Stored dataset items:
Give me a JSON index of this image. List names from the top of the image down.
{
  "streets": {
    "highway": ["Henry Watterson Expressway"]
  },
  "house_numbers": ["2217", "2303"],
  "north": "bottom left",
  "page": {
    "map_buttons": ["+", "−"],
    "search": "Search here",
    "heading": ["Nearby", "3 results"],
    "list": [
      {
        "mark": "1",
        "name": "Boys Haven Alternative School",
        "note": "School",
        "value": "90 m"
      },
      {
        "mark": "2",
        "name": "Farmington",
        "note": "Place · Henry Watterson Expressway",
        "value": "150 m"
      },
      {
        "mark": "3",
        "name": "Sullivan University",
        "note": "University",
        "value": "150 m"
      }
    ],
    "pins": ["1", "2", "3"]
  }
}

**TRY IT**
Repeat the data word for word, leaving out no line.

**RESPONSE TO THE TASK**
Give me a JSON index of this image. List names from the top of the image down.
{
  "streets": {
    "highway": ["Henry Watterson Expressway"]
  },
  "house_numbers": ["2217", "2303"],
  "north": "bottom left",
  "page": {
    "map_buttons": ["+", "−"],
    "search": "Search here",
    "heading": ["Nearby", "3 results"],
    "list": [
      {
        "mark": "1",
        "name": "Boys Haven Alternative School",
        "note": "School",
        "value": "90 m"
      },
      {
        "mark": "2",
        "name": "Farmington",
        "note": "Place · Henry Watterson Expressway",
        "value": "150 m"
      },
      {
        "mark": "3",
        "name": "Sullivan University",
        "note": "University",
        "value": "150 m"
      }
    ],
    "pins": ["1", "2", "3"]
  }
}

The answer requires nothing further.